▶ Exercise
Below are the records; how many of their lines contain "overflow"? Reply only with that figure.
(Beginning of Information supplied)
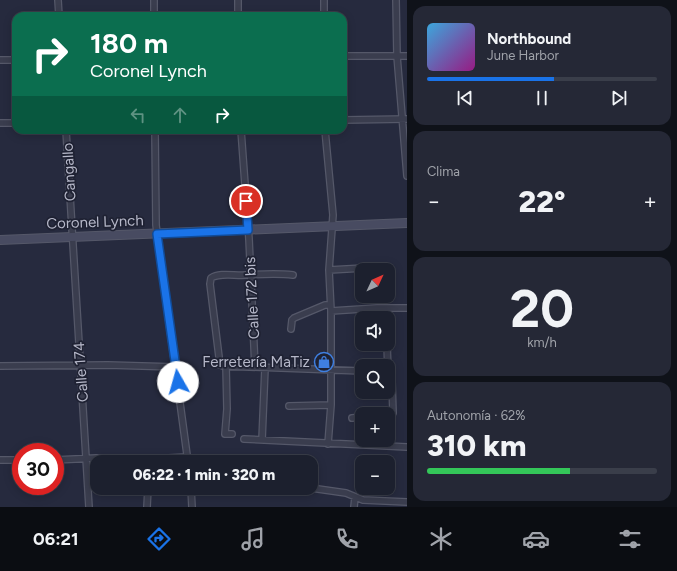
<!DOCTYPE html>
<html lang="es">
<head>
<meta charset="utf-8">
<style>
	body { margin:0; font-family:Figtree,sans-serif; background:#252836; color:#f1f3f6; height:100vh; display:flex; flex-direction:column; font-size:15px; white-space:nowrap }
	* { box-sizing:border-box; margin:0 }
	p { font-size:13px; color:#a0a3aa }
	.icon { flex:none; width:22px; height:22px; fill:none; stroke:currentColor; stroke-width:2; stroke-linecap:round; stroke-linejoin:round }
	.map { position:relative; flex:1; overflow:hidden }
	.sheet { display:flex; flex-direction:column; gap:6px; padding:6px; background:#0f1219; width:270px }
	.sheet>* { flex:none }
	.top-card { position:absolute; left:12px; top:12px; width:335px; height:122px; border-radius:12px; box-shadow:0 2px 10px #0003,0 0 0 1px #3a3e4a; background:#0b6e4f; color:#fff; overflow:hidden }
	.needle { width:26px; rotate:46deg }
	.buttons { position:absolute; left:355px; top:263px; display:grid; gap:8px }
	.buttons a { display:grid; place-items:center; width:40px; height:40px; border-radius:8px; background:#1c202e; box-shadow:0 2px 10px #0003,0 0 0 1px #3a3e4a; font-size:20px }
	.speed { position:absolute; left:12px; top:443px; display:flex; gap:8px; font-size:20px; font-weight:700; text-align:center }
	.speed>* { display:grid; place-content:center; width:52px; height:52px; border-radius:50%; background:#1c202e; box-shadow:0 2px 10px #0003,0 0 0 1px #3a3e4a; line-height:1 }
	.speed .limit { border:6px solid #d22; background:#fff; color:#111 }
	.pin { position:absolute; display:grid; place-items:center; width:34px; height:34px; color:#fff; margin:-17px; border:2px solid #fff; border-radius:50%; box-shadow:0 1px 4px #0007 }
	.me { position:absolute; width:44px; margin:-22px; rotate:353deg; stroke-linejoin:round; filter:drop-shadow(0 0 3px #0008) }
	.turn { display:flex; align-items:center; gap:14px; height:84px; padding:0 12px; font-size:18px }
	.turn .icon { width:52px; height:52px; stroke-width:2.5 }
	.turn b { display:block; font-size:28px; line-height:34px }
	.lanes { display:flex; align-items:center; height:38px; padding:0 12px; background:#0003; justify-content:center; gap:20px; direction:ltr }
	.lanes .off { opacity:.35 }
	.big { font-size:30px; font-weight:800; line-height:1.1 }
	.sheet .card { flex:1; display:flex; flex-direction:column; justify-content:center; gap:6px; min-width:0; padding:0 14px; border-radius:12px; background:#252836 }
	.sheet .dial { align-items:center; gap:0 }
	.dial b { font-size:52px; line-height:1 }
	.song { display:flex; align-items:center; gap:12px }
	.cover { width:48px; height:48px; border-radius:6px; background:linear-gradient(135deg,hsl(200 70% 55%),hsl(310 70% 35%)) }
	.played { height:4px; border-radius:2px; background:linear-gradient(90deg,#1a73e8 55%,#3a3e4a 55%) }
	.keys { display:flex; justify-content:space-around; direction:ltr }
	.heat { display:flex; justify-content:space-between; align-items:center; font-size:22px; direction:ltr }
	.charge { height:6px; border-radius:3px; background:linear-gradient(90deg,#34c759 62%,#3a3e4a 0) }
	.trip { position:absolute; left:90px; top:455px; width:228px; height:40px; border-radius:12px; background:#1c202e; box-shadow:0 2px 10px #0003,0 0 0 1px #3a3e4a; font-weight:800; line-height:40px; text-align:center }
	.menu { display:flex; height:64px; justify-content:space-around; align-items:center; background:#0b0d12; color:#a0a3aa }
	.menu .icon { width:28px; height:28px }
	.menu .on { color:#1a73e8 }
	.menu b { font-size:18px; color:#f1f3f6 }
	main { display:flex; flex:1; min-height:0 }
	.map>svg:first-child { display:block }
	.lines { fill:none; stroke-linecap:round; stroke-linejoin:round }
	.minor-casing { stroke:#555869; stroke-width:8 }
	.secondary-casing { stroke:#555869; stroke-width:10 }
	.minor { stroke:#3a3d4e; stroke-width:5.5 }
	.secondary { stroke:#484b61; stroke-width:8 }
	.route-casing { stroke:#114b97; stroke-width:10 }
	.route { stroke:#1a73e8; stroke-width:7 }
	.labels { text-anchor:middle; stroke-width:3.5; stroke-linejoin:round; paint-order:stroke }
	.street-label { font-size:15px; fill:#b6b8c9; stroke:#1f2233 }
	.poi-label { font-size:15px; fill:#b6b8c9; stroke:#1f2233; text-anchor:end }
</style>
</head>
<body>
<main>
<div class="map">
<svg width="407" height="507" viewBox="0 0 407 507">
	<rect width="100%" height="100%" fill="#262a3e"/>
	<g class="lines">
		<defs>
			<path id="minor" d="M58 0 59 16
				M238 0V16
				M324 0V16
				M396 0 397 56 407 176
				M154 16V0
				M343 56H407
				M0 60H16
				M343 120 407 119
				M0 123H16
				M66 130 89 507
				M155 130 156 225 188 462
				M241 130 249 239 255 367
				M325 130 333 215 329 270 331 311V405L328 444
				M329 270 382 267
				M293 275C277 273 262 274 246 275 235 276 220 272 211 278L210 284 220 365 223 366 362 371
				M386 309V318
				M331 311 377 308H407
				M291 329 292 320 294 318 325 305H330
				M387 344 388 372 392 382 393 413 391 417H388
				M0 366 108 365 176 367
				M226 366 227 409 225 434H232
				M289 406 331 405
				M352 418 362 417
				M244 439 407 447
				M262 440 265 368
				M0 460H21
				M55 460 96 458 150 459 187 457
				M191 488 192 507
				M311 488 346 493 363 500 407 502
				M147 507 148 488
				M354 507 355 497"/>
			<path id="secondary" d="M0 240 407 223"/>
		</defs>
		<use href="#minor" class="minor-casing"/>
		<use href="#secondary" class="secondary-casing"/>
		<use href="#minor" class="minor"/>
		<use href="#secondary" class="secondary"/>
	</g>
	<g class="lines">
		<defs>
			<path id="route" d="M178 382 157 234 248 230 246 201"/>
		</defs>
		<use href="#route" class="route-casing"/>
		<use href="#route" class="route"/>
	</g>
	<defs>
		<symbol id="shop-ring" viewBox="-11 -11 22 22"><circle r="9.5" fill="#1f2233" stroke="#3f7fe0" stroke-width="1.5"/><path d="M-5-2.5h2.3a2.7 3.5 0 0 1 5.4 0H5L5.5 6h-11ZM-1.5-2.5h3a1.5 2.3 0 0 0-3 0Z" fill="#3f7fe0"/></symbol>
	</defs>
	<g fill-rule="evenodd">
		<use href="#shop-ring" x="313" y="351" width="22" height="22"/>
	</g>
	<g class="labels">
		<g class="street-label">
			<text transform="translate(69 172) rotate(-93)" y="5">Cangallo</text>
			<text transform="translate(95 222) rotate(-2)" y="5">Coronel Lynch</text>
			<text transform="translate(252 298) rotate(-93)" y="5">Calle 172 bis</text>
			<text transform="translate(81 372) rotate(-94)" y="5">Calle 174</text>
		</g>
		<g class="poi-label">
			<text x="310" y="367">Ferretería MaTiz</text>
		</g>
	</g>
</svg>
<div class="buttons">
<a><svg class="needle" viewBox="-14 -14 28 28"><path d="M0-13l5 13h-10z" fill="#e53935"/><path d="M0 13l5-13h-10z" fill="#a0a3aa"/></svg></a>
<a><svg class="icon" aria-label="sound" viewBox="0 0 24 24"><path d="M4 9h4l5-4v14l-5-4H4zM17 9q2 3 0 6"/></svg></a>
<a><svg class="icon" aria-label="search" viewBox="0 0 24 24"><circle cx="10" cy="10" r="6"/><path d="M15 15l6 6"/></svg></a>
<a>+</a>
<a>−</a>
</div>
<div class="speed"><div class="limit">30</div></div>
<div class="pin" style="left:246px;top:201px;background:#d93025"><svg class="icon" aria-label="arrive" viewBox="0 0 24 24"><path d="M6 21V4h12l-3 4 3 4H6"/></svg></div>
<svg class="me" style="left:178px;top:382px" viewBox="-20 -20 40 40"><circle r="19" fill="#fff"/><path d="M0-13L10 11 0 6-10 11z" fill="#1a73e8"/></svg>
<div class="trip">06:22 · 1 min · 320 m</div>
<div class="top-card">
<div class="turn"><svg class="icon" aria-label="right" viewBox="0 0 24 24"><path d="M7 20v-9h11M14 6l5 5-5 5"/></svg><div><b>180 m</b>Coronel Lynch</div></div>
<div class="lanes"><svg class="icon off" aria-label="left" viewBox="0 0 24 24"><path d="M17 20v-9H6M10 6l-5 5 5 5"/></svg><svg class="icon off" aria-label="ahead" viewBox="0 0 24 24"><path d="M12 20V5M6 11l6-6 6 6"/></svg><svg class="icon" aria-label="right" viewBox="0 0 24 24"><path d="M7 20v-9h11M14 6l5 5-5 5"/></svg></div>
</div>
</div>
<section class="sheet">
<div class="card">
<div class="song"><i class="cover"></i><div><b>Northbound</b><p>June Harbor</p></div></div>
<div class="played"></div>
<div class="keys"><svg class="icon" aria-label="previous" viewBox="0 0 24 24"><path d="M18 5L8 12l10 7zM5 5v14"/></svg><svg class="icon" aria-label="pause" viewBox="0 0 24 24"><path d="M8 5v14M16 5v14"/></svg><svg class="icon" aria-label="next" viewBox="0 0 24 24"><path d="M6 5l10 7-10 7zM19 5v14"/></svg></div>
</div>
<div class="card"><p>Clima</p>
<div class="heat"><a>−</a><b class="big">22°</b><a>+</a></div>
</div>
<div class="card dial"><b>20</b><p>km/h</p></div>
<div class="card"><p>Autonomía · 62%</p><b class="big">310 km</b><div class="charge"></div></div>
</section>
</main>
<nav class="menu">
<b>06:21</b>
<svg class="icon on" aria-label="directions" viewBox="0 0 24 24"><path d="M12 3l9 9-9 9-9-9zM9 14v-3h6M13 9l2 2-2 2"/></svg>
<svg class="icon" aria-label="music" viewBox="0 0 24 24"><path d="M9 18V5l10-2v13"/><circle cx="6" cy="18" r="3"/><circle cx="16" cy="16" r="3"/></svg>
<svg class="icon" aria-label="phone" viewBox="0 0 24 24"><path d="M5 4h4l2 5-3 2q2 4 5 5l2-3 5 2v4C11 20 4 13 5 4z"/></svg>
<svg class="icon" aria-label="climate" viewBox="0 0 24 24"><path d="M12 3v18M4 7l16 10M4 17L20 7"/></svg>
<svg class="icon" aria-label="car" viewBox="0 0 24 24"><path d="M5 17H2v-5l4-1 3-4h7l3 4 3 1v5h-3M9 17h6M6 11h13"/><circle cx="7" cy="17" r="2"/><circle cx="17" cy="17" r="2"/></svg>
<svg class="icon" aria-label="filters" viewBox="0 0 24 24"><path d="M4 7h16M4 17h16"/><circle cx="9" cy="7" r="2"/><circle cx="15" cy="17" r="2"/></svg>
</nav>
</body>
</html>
(End of Information supplied)
▶ Response below
2